I'd want a lot more issues like that discussed and solved, before I'd recommend using this approach to getting a safe FAI.

New Comment
17 comments, sorted by Click to highlight new comments since:

Problem one: It would require the human to be able to correctly design utopia (or at least not a dystopia - being able to design a not-dystopia is probably rarer than one might think).

Problem two: There are moral problems in letting an AI simulate a human in sufficiently high detail.

Problem three: In certain cases, the human might command things that they do not want. In particular, if the human-module is simulated as essentially a human within the AI, the AI might wirehead the human and ask if humans in general should be wireheaded (or something like that).

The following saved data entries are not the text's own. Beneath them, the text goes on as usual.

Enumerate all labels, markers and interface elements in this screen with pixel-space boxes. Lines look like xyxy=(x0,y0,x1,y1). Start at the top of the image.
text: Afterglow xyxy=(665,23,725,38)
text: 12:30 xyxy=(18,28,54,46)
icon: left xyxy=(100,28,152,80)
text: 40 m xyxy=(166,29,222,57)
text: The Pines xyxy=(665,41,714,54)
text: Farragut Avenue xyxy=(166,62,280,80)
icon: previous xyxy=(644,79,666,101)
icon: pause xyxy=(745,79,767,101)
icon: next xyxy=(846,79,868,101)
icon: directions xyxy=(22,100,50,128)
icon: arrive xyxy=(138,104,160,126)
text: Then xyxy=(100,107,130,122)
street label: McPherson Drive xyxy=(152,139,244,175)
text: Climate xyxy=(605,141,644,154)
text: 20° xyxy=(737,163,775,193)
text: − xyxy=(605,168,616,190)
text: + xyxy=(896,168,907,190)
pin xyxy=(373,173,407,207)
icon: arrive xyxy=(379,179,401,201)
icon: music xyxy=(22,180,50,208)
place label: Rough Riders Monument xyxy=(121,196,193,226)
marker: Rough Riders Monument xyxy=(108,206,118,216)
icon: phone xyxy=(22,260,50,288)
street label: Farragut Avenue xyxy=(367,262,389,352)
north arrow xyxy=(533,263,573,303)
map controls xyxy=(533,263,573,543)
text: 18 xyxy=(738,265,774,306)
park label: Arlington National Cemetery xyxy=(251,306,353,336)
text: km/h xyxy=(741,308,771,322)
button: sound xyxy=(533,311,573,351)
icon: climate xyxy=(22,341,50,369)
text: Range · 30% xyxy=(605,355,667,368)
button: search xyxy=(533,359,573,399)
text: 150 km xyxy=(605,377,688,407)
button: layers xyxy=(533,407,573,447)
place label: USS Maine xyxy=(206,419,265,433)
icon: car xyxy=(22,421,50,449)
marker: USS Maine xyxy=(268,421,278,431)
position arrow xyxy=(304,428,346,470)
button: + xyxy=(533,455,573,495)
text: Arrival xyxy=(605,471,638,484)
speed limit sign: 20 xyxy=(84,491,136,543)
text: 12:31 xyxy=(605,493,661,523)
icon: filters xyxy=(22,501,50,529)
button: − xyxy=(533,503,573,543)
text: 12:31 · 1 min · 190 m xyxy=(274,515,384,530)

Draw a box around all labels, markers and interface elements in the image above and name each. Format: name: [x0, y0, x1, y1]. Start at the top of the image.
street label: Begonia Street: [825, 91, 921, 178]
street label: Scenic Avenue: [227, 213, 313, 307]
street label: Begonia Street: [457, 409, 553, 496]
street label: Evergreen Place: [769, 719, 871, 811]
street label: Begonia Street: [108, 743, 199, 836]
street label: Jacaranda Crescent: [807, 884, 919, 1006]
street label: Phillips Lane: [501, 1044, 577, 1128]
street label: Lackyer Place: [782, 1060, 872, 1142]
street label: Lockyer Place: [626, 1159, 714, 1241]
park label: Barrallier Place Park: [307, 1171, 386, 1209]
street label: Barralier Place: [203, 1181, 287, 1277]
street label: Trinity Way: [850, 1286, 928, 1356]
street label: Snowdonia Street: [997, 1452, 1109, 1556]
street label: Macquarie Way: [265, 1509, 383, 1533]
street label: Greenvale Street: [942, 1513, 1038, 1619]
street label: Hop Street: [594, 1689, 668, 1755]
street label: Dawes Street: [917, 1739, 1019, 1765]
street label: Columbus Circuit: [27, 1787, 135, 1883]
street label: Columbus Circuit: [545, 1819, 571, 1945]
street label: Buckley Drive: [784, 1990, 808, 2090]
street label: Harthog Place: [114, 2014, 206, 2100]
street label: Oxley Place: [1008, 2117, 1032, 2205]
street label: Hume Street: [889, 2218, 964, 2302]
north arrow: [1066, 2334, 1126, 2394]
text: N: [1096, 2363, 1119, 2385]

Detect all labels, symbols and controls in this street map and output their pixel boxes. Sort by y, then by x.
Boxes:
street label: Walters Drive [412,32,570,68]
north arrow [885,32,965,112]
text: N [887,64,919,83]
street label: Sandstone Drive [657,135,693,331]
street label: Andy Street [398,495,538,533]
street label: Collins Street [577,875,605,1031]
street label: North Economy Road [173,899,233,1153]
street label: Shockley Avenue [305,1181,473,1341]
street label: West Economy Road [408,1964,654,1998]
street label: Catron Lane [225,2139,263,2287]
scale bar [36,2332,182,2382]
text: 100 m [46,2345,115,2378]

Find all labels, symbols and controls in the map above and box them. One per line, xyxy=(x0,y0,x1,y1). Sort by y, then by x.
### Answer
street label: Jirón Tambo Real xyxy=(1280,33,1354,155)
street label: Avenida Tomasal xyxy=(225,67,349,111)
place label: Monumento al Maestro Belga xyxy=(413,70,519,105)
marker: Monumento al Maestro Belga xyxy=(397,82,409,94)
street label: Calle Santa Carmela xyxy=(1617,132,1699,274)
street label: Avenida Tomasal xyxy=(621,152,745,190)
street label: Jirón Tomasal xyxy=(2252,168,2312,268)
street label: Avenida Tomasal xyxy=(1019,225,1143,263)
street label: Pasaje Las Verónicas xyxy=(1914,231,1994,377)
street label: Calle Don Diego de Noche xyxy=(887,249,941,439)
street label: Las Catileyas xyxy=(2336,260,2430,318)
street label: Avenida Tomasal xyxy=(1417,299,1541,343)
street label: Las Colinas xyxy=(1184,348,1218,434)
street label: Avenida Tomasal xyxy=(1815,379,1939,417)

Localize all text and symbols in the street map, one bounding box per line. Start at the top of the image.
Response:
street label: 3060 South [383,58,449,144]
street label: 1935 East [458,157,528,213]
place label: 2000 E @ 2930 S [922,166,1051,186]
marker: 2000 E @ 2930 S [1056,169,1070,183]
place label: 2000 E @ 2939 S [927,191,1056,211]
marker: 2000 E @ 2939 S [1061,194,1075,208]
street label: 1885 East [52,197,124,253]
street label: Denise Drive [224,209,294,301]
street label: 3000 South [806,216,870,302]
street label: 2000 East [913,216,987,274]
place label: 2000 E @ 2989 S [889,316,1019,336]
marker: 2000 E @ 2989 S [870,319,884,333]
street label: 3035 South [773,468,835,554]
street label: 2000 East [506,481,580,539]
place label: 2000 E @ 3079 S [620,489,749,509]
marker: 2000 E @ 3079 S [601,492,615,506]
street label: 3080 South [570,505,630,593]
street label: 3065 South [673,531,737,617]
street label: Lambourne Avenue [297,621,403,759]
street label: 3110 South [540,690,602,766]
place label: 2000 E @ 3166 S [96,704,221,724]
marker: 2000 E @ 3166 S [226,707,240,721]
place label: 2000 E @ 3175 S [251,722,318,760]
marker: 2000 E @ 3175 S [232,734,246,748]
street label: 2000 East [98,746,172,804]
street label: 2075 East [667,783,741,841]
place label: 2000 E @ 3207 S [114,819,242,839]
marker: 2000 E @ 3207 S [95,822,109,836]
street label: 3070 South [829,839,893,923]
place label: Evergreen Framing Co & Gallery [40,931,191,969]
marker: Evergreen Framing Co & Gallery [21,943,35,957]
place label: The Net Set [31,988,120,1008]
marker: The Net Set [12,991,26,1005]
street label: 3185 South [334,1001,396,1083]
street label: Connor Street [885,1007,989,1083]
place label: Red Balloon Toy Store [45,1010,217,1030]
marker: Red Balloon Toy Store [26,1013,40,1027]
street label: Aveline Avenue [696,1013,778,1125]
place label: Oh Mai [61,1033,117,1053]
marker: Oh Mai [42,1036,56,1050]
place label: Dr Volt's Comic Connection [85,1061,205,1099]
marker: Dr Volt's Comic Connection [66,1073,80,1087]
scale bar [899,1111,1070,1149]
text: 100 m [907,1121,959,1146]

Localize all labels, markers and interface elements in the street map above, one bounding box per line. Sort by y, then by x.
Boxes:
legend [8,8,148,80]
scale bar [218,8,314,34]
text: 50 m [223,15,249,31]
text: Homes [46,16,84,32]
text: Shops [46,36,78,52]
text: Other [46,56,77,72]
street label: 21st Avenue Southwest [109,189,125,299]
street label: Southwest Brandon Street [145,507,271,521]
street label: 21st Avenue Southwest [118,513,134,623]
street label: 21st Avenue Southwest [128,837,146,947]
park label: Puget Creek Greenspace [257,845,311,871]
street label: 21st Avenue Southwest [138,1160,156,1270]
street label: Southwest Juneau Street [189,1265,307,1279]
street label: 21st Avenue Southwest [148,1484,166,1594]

Problem one can be addressed by only allowing certain questions/orders to be given.

Problem two is a real problem, with no solution currently.

Problem three sounds like it isn't a problem - the initial model the AI has of a human, is not of a wireheaded human (though it is of a wireheadable human). What exactly did you have in mind?

  1. Which leads to the obvious question of whether figuring out the rules about the questions is much simpler than figuring out the rules for morality. Do you have a specific, simple class of questions/orders in mind?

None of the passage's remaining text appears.